These recordings consist primarily of Sunday morning religious radio programs hosted by Austin Coleman and sponsored by the Ragsdale Mortuary and the Valley Life Insurance Company. Many of these programs were recorded to celebrate the 100th anniversary of the Emancipation Proclamation. Broadcasts feature Christian and gospel music, advertisements for the Ragsdale mortuary and insurance businesses, and political and social commentary by Lincoln Ragsdale, Eleanor Ragsdale, and many others.
This Sunday morning broadcast, hosted by Austin Coleman for Ragsdale Mortuary, commemorates the Emancipation Proclamation. It features religious music by Mahalia Jackson and several others and provides a brief history of the Ragsdale Mortuary.
In this sermon, Rev. Mondy discusses the Emancipation Proclamation.
This Sunday morning broadcast, hosted by Austin Coleman, features a commemoration of the Emancipation Proclamation. Coleman also reads a letter from Rev. and Mrs. Leonard Johnson of Coolidge, Arizona discussing citizenship and freedom; reports on a NAACP meeting covering the absence of “negro” employees in Arizona state government positions, discrimination in public accommodations, and calls for a march on the Arizona capitol if the accommodations bill is not passed; and introduces and comments on a clip of Martin Luther King's "Three Words" (All, Here, Now).
Austin Coleman introduces this program celebrating Mothers' Day. It features Sid McCoy reading "At My Mother's Knee," Eleanor Ragsdale commenting on the event, and Lincoln Ragsdale presenting a sermon on "The Negro Mother." Lincoln Ragsdale also asks for volunteers to assist with Martin Luther King's planned visit to "Montgomery Stadium" on June 3.

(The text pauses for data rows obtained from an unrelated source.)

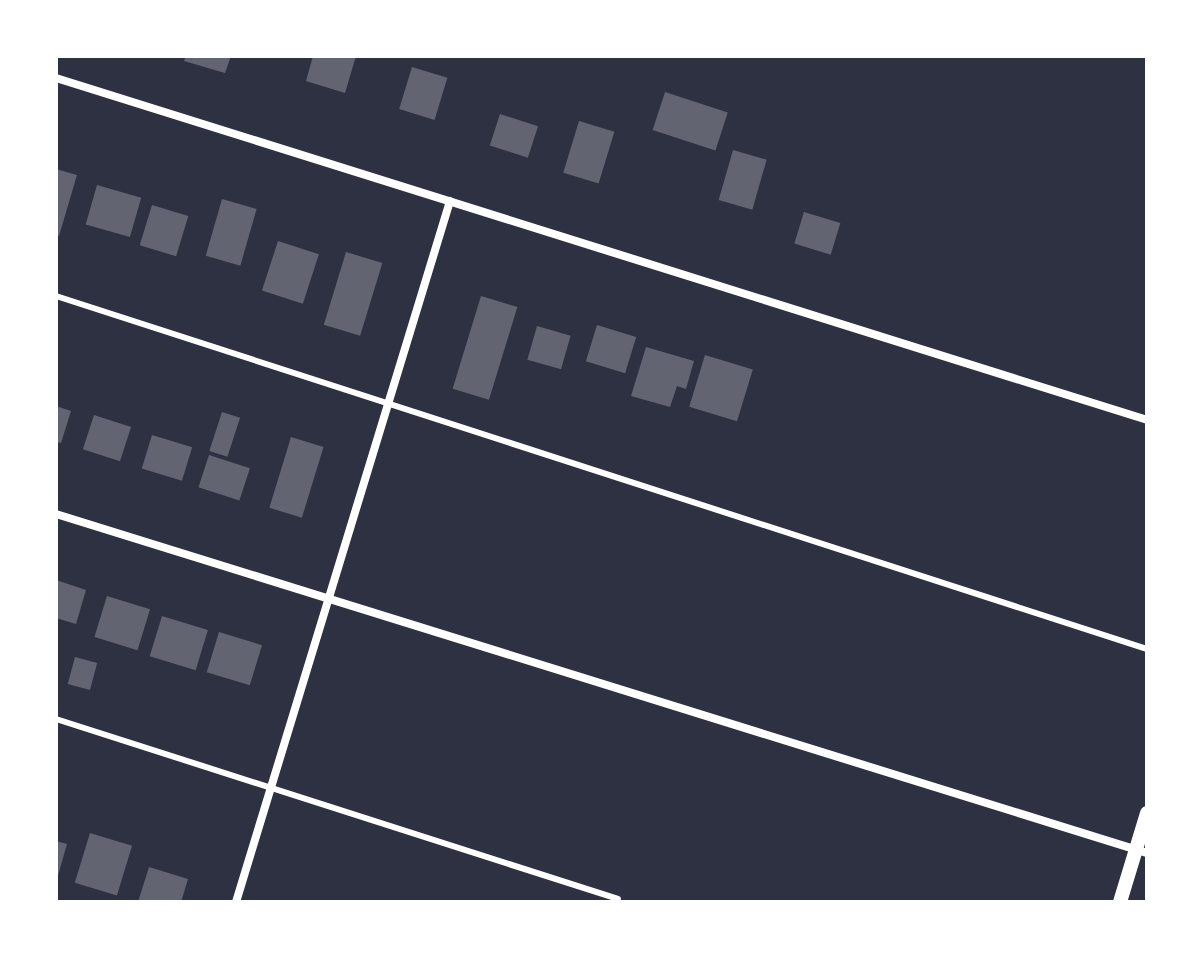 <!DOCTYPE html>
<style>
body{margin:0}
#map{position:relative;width:1203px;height:958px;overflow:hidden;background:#2d3142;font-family:"Open Sans",sans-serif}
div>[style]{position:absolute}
.building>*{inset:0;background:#626471;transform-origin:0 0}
.service>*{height:6px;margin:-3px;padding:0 3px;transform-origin:3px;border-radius:3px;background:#fff}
.minor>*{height:8px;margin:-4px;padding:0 4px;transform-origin:4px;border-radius:4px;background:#fff}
.tertiary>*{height:14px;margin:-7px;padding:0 7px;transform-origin:7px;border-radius:7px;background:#fff}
span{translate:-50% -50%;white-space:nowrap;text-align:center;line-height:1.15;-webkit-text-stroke:6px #fff;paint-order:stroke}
.frame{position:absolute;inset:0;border:58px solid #fff;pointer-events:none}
</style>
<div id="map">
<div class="building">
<i style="clip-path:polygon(186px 56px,231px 56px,225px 73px,184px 61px)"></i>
<i style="clip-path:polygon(313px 56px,356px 56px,345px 93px,306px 81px)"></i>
<i style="left:412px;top:67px;width:37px;height:44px;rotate:17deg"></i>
<i style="left:665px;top:92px;width:66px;height:40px;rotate:18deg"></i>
<i style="left:500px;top:114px;width:40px;height:33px;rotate:18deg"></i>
<i style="left:579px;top:121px;width:37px;height:54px;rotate:17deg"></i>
<i style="left:733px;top:150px;width:35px;height:52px;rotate:16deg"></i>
<i style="clip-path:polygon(56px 169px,77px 175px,59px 236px,56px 235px)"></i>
<i style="left:97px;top:185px;width:46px;height:41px;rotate:16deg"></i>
<i style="left:222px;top:199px;width:36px;height:59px;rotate:16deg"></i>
<i style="left:152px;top:205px;width:38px;height:42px;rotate:17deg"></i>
<i style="left:804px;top:212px;width:38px;height:33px;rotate:17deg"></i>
<i style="left:278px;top:241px;width:43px;height:52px;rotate:18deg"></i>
<i style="left:346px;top:252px;width:38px;height:76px;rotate:17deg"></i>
<i style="left:481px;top:296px;width:38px;height:97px;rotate:17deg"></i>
<i style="left:597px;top:325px;width:41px;height:38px;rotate:17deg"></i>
<i style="left:537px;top:326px;width:35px;height:35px;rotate:16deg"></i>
<i style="clip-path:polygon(646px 347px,694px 361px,686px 389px,677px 386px,670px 407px,631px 396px)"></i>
<i style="left:705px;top:355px;width:50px;height:54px;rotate:17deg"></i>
<i style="clip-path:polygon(56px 406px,71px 411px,61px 443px,56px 442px)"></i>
<i style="left:222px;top:412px;width:19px;height:41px;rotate:18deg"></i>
<i style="left:94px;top:415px;width:39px;height:36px;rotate:18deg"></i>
<i style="left:152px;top:435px;width:42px;height:35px;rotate:17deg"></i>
<i style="left:291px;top:437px;width:34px;height:74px;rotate:17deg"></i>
<i style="left:209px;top:455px;width:43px;height:34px;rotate:18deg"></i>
<i style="clip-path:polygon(56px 580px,86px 590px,76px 624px,56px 618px)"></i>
<i style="left:107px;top:596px;width:45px;height:43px;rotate:17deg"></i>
<i style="left:162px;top:616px;width:48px;height:42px;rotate:17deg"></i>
<i style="left:219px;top:632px;width:45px;height:42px;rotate:17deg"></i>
<i style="left:75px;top:657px;width:23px;height:28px;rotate:15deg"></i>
<i style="left:90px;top:833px;width:44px;height:52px;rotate:17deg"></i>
<i style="clip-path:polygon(56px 841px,67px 844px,57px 879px,56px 879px)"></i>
<i style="clip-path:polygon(149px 867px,188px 879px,181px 902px,138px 902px)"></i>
</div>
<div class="service">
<i style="left:56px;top:296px;width:1147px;rotate:17.93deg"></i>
<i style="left:56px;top:719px;width:590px;rotate:17.76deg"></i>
</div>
<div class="minor">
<i style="left:56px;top:78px;width:1143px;rotate:17.4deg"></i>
<i style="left:56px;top:514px;width:1142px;rotate:17.26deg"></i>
<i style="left:236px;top:902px;width:733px;rotate:-73.02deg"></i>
</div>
<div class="tertiary">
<i style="left:1120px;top:902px;width:93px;rotate:-73.1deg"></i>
</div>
<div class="frame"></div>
</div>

Presentation by Joseph W. Matthews, Dean of the Ecumenical Institute of Evanston, Illinois, at a meeting sponsored by Arizona State University's Wesley Foundation. This recording has some audio quality and bleed-through issues.
Austin Coleman hosts this Easter season program. It features an Easter message from Lincoln Ragsdale, commentary by Ragsdale regarding discrimination, and an announcement of a demonstration to be held at the Capitol "Monday at noon."
This program, dedicated to Mr. Milton Thomas Ellis, features Lincoln Ragsdale discussing an event in Coolidge, Arizona in which two Blacks entered a restaurant to ask for food “that they might go outside and eat” and were arrested and fined $1,500. Ragsdale also calls for increased NAACP membership and reflects on a march in Pinal County in the previous year. The program also includes announcements of upcoming events and opportunities for "young negro women" to work with the "new IBM machines and new telephone switchboards" being installed at the Valley Life Insurance Company.
This broadcast features Lincoln Ragsdale reflecting on the Black community's progress during 1963, including marches and attacks on himself and his family, and a “Special program by Dr. Martin Luther King" composed of excerpts from King speeches arranged in news program format. Also included are tributes to community members, including Ms. Lillian Brown (a member of the Wesley Methodist Church and an employee of the Valley Life Insurance Company), Pastor Rollins Winslow and members of the of the WMC, Miss Maybelline Walker (a member of the Pentecostal Church and a Valley Life and Casualty employee), Mrs. Flora Mae Smith (a member of the Union Baptist Church and mother of eight young children), and Mrs. Freddie Mae Reagan (a member of the Pentecostal Church and the the newest member of the Valley Life and Casualty staff).
This recording includes a presentation by James P. Middleton, Pastor of the Beacon Light Seventh Day Adventist Church; a call to attend a rally sponsored by the NAACP scheduled for the afternoon and intended to raise money for Medgar Evers' widow; and a presentation on George Washington Carver by Mrs. Emma Scott.
In this broadcast, Austin Coleman discusses the sit-in held by the Youth Council of the Maricopa County Chapter of the NAACP at the El Ray Café and Lincoln Ragsdale speaks on the "stepped-up integration movement."